New Approach to Create Lower Cost, High-Efficiency Multi-Junction Solar Cells

Multi-junction solar cells are the most efficient kind of solar cells available currently in the market. Moreover, it is the costliest type of solar cell to make.

As part of a proof-of-concept study, scientists from North Carolina State University describe a new method for developing multi-junction solar cells using off-the-shelf components, leading to highly efficient, lower cost solar cells for use in various applications.

Multi-junction or stacked solar cells are the most efficient cells available in the market today, turning up to 45% of the solar energy they harvest into electricity. The cells are made by placing semiconductors with differing bandgaps on top of one another, thus enabling the cell to gather differing wavelengths of solar radiation. However, these cells are much costlier to produce when compared to less efficient thin solar films.

We want to create high-efficiency solar cells at a reasonable cost. Silicon-based thin solar cells are very popular because the material has around 20% efficiency and the cells cost about 1/10th what a multi-junction solar cell costs. And other low cost, lower efficiency materials are gaining popularity as well.

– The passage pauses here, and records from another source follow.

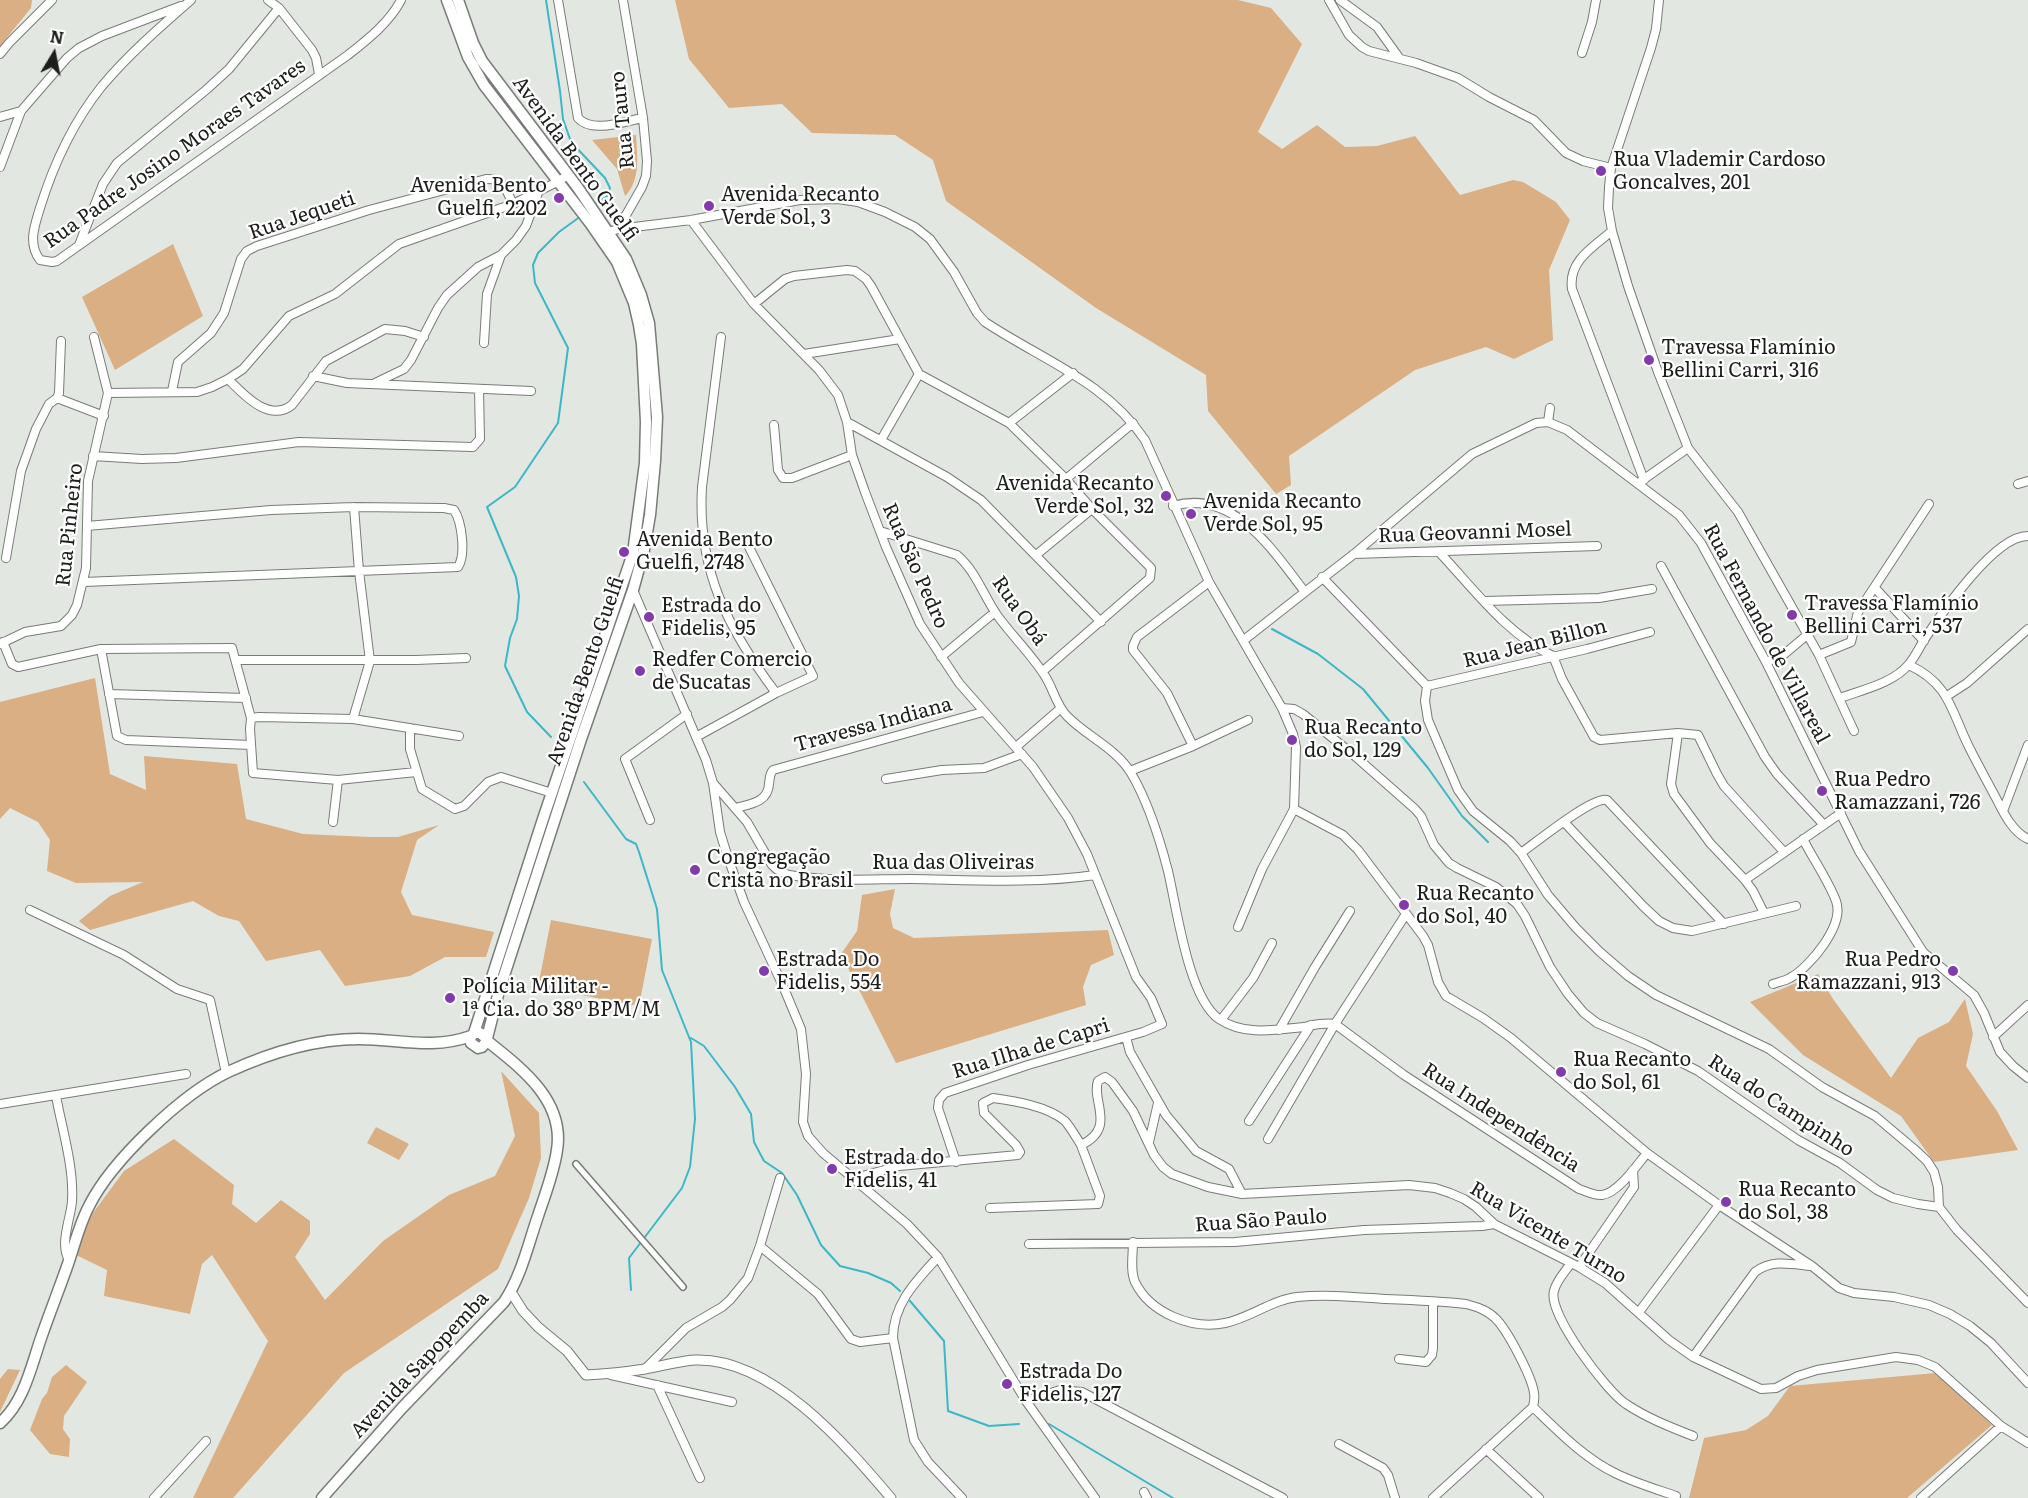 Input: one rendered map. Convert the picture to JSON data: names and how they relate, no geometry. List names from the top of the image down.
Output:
{
  "streets": {
    "main road": ["Avenida Bento Guelfi", "Avenida Sapopemba"],
    "street": [
      "Rua Tauro",
      "Rua Padre Josino Moraes Tavares",
      "Rua Jequeti",
      "Rua Pinheiro",
      "Rua Geovanni Mosel",
      "Rua São Pedro",
      "Rua Obá",
      "Rua Fernando de Villareal",
      "Rua Jean Billon",
      "Travessa Indiana",
      "Rua das Oliveiras",
      "Rua Ilha de Capri",
      "Rua do Campinho",
      "Rua Independência",
      "Rua São Paulo",
      "Rua Vicente Turno"
    ]
  },
  "crossings": [
    ["Rua Tauro", "Avenida Bento Guelfi"],
    ["Avenida Bento Guelfi", "Avenida Sapopemba"],
    ["Rua São Pedro", "Rua Obá"],
    ["Rua São Pedro", "Travessa Indiana"],
    ["Rua São Pedro", "Rua das Oliveiras"],
    ["Rua São Pedro", "Rua Ilha de Capri"],
    ["Travessa Indiana", "Rua das Oliveiras"],
    ["Rua São Paulo", "Rua Vicente Turno"]
  ],
  "places": [
    "Rua Vlademir Cardoso Goncalves, 201",
    "Avenida Bento Guelfi, 2202",
    "Avenida Recanto Verde Sol, 3",
    "Travessa Flamínio Bellini Carri, 316",
    "Avenida Recanto Verde Sol, 32",
    "Avenida Recanto Verde Sol, 95",
    "Avenida Bento Guelfi, 2748",
    "Travessa Flamínio Bellini Carri, 537",
    "Estrada do Fidelis, 95",
    "Redfer Comercio de Sucatas",
    "Rua Recanto do Sol, 129",
    "Rua Pedro Ramazzani, 726",
    "Congregação Cristã no Brasil",
    "Rua Recanto do Sol, 40",
    "Estrada Do Fidelis, 554",
    "Rua Pedro Ramazzani, 913",
    "Polícia Militar - 1ª Cia. do 38º BPM/M",
    "Rua Recanto do Sol, 61",
    "Estrada do Fidelis, 41",
    "Rua Recanto do Sol, 38",
    "Estrada Do Fidelis, 127"
  ],
  "north": "top"
} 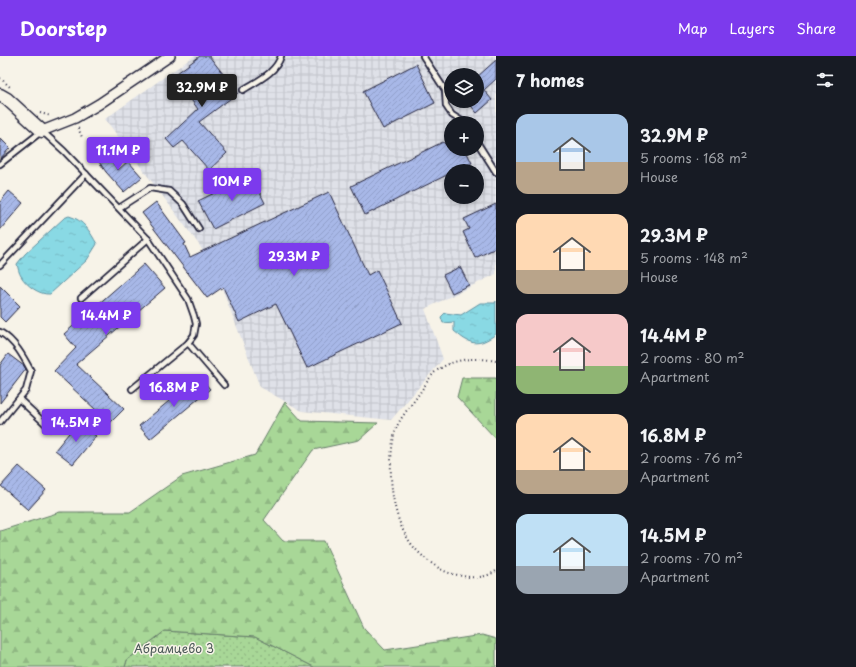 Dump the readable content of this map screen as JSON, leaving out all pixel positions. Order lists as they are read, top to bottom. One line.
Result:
{"parks":["Абрамцево 3"],"page":{"header":"Doorstep","nav":["Map","Layers","Share"],"heading":"7 homes","map_buttons":["+","−"],"price":["32.9M ₽","11.1M ₽","10M ₽","29.3M ₽","14.4M ₽","16.8M ₽","14.5M ₽"],"list":[{"name":"32.9M ₽","note":"5 rooms · 168 m² · House"},{"name":"29.3M ₽","note":"5 rooms · 148 m² · House"},{"name":"14.4M ₽","note":"2 rooms · 80 m² · Apartment"},{"name":"16.8M ₽","note":"2 rooms · 76 m² · Apartment"},{"name":"14.5M ₽","note":"2 rooms · 70 m² · Apartment"}]}}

If we could create stacked solar cells using this existing technology we would be well on our way to reaching our goal.

Salah Bedair, Distinguished Professor of Electrical and Computer Engineering, North Carolina State University

Bedair is also the lead author of the study.

However, one cannot just pile up different solar cells on top of each other—since the different materials are structurally incompatible, charges cannot travel through them to be collected. In order to overcome that issue in present multi-junction solar cells, a tunnel junction is formed between the various layers using heavily doped metals—adding considerable expense and intricacy to the multi-junction solar cell’s construction.

Bedair and his group created a simpler method, employing intermetallic bonding to join solar cells composed of different materials. In a proof-of-concept, the group placed an off-the-shelf gallium arsenide solar cell on top of a silicon solar cell.

“In multi-junction solar cells the tunnel junction enables electric connectivity by acting as a metal-to-metal connection,” Bedair states. “In our system, indium serves as a shortcut to that. The existing metal contacts of the individual cells are covered with indium films. The indium films bond to themselves easily at room temperature under low pressure. The result is a solar cell made of two different materials that is mechanically stacked and electrically connected.”

“With this technique, we are able to take advantage of inexpensive, off-the-shelf solutions without having to develop all new technology. Manufacturers could simply tweak their existing products slightly to increase their efficiency in multi-junction solar cells, rather than having to create new products,” he added.

The paper titled “A New Approach for Multi-Junction Solar Cells from Off-the-Shelf Individual Cells: GaAs/Si” was presented at the IEEE Photostatic Specialist Meeting conducted on June 19^th, 2019 in Chicago, IL. The co-authors of the paper are NC State graduate student Brandon Hagar and research assistant professor Peter Colter. The research was supported by the National Science Foundation under grant 1665211.